## AIM OF THE TASK
Search the data for the string "heading" and copy each line in which it appears.

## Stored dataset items
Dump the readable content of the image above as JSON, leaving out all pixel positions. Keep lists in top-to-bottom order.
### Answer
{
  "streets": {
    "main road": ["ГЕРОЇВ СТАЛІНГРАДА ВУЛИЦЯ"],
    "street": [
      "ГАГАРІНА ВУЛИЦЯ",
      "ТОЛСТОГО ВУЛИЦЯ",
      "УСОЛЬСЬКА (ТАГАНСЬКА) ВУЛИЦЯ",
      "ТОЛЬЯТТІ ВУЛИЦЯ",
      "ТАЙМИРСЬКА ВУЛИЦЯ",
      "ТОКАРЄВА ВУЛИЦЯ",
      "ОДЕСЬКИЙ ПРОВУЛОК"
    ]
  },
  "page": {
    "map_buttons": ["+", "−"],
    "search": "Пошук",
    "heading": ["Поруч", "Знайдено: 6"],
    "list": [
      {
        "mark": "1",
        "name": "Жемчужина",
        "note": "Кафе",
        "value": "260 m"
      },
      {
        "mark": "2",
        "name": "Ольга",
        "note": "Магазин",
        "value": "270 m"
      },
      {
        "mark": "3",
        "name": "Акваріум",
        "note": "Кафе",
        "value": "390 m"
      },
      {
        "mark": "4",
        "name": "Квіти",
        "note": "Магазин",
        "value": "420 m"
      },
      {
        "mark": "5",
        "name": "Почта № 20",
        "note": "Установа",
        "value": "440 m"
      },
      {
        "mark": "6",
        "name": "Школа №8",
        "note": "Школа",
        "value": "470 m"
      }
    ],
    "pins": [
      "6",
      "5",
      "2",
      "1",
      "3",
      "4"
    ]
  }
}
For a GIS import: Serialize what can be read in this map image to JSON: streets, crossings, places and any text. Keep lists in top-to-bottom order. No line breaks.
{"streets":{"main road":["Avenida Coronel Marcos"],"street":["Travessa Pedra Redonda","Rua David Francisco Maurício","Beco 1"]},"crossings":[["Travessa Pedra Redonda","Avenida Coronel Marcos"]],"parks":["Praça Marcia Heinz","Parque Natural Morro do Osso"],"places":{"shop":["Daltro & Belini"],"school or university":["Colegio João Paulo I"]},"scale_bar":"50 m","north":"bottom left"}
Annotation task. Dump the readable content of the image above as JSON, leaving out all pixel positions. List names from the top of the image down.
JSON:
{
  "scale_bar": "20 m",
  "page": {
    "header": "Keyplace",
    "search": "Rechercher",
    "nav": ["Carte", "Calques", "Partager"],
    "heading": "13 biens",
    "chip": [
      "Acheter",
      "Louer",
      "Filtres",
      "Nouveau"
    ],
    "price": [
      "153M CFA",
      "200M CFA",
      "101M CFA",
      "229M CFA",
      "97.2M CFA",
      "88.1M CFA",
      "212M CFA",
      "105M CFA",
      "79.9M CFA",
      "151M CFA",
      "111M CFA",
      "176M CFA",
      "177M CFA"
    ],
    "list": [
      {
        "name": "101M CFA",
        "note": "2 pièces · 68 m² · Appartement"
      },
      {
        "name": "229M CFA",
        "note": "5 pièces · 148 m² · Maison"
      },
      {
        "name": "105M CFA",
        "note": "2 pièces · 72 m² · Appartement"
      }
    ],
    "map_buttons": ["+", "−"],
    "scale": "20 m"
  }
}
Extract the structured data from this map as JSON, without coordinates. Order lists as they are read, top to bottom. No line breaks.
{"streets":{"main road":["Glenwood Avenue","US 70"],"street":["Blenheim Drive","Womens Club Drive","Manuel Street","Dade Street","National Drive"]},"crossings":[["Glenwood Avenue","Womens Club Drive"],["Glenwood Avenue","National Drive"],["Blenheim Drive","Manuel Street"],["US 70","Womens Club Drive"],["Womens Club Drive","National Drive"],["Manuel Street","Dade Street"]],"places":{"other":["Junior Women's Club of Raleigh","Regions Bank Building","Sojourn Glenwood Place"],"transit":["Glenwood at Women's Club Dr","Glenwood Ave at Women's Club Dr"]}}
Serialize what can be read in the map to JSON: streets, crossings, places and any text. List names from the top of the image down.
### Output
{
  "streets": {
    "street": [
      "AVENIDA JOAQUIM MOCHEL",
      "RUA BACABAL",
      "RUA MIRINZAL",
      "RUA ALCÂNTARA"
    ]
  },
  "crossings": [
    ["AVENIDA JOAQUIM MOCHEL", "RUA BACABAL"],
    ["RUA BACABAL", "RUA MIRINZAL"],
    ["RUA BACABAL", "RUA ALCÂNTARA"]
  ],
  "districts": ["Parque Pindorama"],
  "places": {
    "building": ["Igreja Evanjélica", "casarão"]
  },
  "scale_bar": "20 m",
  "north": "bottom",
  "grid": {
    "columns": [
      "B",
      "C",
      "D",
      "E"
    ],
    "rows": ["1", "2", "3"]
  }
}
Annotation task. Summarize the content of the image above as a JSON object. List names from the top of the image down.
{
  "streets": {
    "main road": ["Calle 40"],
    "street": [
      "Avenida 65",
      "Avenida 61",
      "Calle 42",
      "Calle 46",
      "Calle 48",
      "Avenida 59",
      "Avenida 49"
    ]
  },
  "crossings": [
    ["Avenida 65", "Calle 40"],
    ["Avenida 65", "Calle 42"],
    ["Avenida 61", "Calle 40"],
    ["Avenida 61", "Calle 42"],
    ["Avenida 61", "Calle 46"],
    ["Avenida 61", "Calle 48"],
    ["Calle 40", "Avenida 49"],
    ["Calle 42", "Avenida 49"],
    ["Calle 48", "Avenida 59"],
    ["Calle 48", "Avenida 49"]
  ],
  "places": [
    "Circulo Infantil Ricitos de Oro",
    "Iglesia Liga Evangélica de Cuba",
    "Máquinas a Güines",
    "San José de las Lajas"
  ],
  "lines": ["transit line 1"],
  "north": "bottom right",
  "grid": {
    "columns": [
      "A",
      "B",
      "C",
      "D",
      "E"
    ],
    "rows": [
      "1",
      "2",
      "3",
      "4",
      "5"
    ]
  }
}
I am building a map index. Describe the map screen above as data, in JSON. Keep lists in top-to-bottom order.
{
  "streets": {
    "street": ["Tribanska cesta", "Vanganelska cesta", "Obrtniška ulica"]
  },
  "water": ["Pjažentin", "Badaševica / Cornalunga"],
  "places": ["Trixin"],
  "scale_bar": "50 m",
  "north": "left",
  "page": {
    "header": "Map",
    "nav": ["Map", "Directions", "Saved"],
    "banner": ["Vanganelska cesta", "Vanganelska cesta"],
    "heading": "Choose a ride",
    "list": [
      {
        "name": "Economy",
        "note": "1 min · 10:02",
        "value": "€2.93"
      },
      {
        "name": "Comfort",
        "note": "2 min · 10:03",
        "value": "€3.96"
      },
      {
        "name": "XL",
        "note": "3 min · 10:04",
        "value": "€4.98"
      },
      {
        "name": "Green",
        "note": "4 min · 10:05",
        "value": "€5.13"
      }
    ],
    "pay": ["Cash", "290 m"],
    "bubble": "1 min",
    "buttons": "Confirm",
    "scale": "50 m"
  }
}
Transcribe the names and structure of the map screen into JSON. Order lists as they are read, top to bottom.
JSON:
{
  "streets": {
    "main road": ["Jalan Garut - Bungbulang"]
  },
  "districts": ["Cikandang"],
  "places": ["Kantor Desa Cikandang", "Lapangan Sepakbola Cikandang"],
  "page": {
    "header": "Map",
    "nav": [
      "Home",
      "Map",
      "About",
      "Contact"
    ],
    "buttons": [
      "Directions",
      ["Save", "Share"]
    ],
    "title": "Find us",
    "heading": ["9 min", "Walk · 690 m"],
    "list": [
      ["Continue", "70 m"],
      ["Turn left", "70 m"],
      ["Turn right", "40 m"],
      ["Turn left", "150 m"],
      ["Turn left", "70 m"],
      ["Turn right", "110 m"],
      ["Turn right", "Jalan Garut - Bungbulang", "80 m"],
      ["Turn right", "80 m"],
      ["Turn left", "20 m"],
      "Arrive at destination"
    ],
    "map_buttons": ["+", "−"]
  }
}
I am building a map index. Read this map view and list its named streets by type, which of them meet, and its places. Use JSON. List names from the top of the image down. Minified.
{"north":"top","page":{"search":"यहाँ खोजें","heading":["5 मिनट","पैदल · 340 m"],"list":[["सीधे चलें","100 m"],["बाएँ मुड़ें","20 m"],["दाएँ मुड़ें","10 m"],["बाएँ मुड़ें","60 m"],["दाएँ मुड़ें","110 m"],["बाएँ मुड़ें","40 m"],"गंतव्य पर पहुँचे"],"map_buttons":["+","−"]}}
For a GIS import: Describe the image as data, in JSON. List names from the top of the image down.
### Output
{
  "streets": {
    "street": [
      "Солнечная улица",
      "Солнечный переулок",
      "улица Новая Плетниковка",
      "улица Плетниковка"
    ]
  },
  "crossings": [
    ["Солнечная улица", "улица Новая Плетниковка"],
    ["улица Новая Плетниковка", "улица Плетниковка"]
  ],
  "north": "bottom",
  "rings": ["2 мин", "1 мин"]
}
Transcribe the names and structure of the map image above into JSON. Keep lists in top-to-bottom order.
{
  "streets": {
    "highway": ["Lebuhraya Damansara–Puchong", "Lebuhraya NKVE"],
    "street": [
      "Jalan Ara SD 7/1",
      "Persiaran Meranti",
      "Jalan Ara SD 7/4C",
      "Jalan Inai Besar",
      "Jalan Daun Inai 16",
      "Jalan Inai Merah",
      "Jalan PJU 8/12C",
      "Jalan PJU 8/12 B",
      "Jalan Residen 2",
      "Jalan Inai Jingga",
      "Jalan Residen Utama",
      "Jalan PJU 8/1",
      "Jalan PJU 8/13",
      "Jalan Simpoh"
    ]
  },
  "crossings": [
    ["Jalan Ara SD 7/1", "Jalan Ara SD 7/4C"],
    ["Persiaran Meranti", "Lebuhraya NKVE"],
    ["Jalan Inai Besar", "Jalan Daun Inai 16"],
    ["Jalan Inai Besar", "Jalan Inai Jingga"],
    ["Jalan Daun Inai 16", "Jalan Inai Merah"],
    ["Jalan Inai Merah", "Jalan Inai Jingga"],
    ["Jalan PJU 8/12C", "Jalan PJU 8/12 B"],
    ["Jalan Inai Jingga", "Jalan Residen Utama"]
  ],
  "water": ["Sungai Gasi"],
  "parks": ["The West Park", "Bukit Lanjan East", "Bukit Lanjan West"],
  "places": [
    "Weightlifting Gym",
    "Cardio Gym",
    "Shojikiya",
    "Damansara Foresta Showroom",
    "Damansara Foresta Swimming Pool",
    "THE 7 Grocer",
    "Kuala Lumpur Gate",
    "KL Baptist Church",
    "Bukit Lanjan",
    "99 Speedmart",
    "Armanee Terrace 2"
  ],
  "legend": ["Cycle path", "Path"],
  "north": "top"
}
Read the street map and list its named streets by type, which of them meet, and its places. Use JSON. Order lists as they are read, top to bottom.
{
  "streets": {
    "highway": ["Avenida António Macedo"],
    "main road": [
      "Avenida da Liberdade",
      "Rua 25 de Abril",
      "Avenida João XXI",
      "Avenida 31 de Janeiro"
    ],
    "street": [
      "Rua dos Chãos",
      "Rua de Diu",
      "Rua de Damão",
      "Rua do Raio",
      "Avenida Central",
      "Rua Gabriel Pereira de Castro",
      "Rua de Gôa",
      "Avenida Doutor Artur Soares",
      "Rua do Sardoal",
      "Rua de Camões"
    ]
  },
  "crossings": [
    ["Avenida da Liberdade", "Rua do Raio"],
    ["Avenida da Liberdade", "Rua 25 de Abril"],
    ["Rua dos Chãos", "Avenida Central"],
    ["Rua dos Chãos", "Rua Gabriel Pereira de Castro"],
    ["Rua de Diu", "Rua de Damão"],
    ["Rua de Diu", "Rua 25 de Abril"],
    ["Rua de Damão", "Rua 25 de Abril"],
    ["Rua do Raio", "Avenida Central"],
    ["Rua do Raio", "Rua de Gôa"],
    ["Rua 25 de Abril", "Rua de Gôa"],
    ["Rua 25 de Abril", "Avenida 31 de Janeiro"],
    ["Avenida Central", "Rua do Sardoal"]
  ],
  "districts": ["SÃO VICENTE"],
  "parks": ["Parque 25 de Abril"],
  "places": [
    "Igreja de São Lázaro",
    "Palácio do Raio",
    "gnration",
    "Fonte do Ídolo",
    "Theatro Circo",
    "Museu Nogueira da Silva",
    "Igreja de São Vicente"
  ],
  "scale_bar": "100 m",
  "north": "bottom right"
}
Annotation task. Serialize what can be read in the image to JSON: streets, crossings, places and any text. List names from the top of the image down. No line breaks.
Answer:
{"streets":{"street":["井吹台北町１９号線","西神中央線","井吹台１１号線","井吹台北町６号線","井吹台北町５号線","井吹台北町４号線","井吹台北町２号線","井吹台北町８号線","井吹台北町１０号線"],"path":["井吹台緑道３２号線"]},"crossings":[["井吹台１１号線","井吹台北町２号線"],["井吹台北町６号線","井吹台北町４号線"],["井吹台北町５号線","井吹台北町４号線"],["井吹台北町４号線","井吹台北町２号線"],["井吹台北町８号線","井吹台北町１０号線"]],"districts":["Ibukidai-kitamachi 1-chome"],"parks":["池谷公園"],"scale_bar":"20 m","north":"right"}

## EXERCISE OUTPUT
    "heading": ["Поруч", "Знайдено: 6"],
    "heading": "13 biens",
    "heading": "Choose a ride",
    "heading": ["9 min", "Walk · 690 m"],
{"north":"top","page":{"search":"यहाँ खोजें","heading":["5 मिनट","पैदल · 340 m"],"list":[["सीधे चलें","100 m"],["बाएँ मुड़ें","20 m"],["दाएँ मुड़ें","10 m"],["बाएँ मुड़ें","60 m"],["दाएँ मुड़ें","110 m"],["बाएँ मुड़ें","40 m"],"गंतव्य पर पहुँचे"],"map_buttons":["+","−"]}}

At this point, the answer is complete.